Sexting and teens: Access the world of teens at https://www.cbc.ca/news/canada/teens-sexting-education-1.3789913. The full documentary on the website (15 minutes) is the work of Ioanna Roumeliotis, an award winning reporter with the CBC, Oct 5, 2016. Kids face up to the dangers of sexting. Teens have access to a very powerful device but that doesn’t mean they know how to protect themselves (CBC).
“This Is High School” is a six-part TV series that provides a revealing look at what school’s really like. The series, outlined on cbc.ca, was created from the combined footage of 50 remote controlled cameras placed in a typical secondary school in Kamloops, BC, for several weeks. There are stories about internet bullying, self-image, fitting in, identity, anxiety attacks, anger management, the pressure to excel, the desire to drop out, autism, nerds, popular girls, 8th grade boys who can’t resist testing their boundaries. PHEW.
Education is critical but daunting. Cybertip.ca was flooded with calls about the sexting issue so NeedHelpNow.ca was created to deal with the overload.
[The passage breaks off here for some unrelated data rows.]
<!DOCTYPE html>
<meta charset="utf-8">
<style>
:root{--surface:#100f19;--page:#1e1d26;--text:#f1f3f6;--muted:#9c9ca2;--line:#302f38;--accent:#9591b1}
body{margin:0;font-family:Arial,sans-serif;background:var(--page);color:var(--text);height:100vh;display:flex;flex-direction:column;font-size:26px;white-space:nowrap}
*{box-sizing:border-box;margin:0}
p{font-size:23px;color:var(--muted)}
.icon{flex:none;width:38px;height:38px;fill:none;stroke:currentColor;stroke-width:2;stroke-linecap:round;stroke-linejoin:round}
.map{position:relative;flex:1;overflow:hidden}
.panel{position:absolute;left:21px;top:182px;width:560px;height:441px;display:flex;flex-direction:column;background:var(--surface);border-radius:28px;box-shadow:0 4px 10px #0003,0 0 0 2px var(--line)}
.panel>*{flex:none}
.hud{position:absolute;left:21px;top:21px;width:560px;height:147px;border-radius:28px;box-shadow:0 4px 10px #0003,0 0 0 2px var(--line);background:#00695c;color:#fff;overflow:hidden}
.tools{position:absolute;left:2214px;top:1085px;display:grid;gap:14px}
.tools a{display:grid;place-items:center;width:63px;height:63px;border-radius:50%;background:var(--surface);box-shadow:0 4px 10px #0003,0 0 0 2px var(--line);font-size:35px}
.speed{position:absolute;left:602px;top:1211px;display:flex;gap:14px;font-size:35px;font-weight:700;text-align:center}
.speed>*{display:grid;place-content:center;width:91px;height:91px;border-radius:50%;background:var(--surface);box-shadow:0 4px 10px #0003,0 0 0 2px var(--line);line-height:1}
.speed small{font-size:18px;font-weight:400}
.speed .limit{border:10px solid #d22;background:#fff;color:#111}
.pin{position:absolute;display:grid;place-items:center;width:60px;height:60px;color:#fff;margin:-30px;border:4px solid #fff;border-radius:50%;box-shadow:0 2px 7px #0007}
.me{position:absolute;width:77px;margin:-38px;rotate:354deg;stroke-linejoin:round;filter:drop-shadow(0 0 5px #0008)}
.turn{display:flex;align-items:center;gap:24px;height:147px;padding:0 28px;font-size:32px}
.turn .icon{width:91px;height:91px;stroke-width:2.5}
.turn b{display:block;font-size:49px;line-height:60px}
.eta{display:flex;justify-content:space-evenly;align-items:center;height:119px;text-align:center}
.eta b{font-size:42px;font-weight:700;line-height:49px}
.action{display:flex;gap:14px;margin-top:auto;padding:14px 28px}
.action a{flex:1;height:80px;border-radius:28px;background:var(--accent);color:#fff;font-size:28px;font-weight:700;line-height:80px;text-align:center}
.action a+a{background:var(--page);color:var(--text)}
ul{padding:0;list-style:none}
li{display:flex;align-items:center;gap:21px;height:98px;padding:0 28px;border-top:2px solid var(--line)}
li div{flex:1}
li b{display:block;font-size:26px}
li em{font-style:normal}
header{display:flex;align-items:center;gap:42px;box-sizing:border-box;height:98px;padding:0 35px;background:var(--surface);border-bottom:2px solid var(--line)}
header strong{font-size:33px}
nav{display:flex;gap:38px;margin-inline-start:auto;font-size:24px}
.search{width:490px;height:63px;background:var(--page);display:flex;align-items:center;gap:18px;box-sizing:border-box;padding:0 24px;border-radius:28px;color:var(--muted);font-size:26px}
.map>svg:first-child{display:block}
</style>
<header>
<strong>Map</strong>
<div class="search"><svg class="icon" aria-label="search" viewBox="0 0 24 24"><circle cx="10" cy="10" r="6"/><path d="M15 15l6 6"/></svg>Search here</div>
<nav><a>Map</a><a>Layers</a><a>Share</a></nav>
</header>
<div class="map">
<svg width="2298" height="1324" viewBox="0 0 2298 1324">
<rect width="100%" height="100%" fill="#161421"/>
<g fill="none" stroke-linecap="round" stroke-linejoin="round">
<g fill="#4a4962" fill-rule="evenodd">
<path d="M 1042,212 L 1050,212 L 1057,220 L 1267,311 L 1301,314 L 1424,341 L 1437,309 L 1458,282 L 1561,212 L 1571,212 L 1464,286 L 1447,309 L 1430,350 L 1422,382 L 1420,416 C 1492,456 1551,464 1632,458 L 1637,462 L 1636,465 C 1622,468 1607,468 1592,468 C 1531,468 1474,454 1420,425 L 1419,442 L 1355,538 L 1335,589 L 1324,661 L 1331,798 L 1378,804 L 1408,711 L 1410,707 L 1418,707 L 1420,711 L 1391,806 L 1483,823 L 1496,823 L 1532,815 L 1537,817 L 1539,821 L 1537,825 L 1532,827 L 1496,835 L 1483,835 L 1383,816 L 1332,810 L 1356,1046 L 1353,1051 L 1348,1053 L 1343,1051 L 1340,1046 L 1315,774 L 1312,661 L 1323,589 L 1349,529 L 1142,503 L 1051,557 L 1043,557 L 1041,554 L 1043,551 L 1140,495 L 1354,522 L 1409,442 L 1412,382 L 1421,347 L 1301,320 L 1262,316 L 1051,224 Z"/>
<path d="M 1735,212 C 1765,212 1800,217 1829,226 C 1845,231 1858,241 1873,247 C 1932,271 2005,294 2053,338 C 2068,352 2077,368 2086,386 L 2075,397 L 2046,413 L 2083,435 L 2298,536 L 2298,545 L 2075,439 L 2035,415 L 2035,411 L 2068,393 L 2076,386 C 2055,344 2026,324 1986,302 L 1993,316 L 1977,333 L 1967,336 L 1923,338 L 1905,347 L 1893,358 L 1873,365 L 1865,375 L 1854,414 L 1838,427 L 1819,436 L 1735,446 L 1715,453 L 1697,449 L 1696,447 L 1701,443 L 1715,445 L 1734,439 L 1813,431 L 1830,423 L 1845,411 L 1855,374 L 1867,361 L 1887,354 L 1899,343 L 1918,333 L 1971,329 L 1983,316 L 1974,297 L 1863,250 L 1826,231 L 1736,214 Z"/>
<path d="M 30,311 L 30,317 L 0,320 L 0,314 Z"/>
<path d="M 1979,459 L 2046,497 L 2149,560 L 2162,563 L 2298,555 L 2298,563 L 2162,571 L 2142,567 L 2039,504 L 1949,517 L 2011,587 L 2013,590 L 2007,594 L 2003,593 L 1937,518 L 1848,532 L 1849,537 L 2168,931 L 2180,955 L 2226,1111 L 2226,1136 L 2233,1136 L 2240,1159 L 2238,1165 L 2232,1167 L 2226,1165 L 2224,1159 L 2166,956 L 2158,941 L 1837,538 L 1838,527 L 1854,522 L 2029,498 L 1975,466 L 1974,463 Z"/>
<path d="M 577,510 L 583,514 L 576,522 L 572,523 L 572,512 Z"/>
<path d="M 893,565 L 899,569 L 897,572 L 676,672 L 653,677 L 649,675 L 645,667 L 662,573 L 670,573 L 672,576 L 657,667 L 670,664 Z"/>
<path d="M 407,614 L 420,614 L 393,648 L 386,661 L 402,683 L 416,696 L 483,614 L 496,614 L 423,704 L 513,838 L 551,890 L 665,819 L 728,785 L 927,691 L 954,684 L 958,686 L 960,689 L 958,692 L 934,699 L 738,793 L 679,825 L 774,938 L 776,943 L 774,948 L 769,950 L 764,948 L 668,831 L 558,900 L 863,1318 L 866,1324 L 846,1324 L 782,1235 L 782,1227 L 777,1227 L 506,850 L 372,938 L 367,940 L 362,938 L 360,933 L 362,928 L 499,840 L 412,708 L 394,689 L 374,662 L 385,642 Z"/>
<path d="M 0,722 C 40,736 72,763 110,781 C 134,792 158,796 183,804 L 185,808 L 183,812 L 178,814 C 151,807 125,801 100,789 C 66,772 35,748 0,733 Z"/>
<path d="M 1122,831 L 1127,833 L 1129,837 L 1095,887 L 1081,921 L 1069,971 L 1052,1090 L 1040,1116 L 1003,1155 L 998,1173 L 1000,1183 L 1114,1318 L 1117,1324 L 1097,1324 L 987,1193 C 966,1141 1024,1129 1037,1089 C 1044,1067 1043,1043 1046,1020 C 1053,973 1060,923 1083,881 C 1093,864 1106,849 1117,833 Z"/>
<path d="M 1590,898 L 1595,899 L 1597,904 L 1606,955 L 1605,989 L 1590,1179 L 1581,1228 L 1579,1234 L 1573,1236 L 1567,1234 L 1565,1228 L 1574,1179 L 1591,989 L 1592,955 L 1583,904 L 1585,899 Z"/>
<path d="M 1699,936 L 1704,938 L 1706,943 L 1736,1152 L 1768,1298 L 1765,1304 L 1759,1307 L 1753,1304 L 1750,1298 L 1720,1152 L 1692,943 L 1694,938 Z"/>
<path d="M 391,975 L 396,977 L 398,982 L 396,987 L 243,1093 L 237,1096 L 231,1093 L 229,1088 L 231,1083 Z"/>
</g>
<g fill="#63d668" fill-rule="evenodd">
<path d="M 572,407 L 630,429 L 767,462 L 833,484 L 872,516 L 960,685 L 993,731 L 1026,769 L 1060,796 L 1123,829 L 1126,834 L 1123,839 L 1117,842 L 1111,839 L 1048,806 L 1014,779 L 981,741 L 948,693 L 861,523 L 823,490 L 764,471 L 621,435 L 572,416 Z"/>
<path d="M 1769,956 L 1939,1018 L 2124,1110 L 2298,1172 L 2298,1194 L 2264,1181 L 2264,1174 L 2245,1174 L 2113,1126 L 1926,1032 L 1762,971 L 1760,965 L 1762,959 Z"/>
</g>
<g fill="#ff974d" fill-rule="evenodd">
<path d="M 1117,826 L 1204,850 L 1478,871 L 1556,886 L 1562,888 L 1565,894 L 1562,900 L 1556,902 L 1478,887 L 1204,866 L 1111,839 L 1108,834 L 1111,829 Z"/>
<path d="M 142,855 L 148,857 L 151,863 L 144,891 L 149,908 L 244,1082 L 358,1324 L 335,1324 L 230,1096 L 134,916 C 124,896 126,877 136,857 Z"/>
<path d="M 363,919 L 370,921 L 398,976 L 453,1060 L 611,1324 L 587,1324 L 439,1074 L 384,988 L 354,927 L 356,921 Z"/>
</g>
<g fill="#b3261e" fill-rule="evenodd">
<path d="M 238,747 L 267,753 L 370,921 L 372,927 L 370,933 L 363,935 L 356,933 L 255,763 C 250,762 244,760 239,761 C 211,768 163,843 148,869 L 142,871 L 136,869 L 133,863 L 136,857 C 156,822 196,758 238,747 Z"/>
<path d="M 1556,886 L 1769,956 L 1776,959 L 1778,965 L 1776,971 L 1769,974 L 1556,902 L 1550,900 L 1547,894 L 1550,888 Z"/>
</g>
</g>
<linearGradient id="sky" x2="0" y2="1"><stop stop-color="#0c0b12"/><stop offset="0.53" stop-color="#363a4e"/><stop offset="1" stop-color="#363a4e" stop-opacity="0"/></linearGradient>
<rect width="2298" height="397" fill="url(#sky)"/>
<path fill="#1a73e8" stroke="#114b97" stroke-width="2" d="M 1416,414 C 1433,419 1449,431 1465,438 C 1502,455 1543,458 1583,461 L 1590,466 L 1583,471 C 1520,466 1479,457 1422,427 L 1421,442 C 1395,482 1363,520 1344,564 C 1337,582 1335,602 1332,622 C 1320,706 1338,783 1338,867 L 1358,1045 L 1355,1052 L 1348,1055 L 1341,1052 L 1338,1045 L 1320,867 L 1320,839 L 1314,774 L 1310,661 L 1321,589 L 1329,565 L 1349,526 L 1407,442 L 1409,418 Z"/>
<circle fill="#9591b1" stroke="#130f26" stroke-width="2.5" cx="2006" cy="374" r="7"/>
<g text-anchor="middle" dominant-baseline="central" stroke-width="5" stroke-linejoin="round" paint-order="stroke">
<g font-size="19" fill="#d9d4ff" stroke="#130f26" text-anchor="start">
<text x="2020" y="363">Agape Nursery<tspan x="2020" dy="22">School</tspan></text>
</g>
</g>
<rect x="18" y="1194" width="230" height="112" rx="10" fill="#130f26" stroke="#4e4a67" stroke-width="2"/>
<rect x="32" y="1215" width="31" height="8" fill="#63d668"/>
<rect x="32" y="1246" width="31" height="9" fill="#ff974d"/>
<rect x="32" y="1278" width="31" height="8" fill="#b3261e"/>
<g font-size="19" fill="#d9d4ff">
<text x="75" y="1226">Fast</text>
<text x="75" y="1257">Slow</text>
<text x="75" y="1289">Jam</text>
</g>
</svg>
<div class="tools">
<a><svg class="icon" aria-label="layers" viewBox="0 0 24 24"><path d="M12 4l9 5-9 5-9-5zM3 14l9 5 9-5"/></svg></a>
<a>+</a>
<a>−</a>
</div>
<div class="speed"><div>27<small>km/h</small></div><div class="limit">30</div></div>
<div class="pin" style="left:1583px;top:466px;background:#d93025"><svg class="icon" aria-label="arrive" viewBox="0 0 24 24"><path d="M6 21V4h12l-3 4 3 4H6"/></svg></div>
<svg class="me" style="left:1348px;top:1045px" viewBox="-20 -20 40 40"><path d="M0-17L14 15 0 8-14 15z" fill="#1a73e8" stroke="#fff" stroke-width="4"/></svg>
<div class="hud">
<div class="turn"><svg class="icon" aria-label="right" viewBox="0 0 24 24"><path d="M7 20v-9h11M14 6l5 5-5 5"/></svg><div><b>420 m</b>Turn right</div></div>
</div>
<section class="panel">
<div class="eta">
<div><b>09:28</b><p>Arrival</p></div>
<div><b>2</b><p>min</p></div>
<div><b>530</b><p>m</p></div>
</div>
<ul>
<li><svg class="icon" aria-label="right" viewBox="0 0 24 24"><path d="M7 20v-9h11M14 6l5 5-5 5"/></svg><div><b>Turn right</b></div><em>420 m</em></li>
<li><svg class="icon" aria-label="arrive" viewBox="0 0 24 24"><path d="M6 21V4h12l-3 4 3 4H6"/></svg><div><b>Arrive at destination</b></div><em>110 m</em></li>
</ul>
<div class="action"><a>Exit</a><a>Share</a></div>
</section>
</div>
Its purpose is to help teens stop the spread of sexual images or videos. Guidance is offered on the steps that can be taken to get through the problem.
Alcoholtreatment.net has information about understanding alcoholism, the signs and symptoms of alcohol addiction, treatment options for alcohol abuse, “Talking To An Alcoholic “ (guide download), “What is An Alcohol Screening Test (blog article). Treatment centres in the US are listed. 24/7 treatment assistance is offered. Popular, social and legal, alcohol is the most commonly used addictive substance in the United States. 17.6 million people (one in every 12 adults) suffers from alcohol abuse or dependence according to the Centers for Disease Control and Prevention.
Reachout.com – Australia’s leading online mental health site for young people and their parents includes practical support, tools and tips. The site is based on the latest evidence and is designed by experts, youth and parents. Digital self-help tools are trusted, relevant and easy-to-use.
Heretohelp – Self-help resources for mental health and addiction issues are significant e.g. screening tests, where-to-find help. 7 leading mental health and addiction non–profit agencies work together to help people live well and better prevent and manage health and substance abuse problems.
Stress and social media fuel mental health crisis among girls (The Guardian) – NHS data shows 68% rise in hospital admissions because of self-harm among girls under 17 in past decade. The article outlines experts warning that the “gathering crisis” in girls’ mental health is linked to conflict with friends, fears about their body image and pressures created by social media.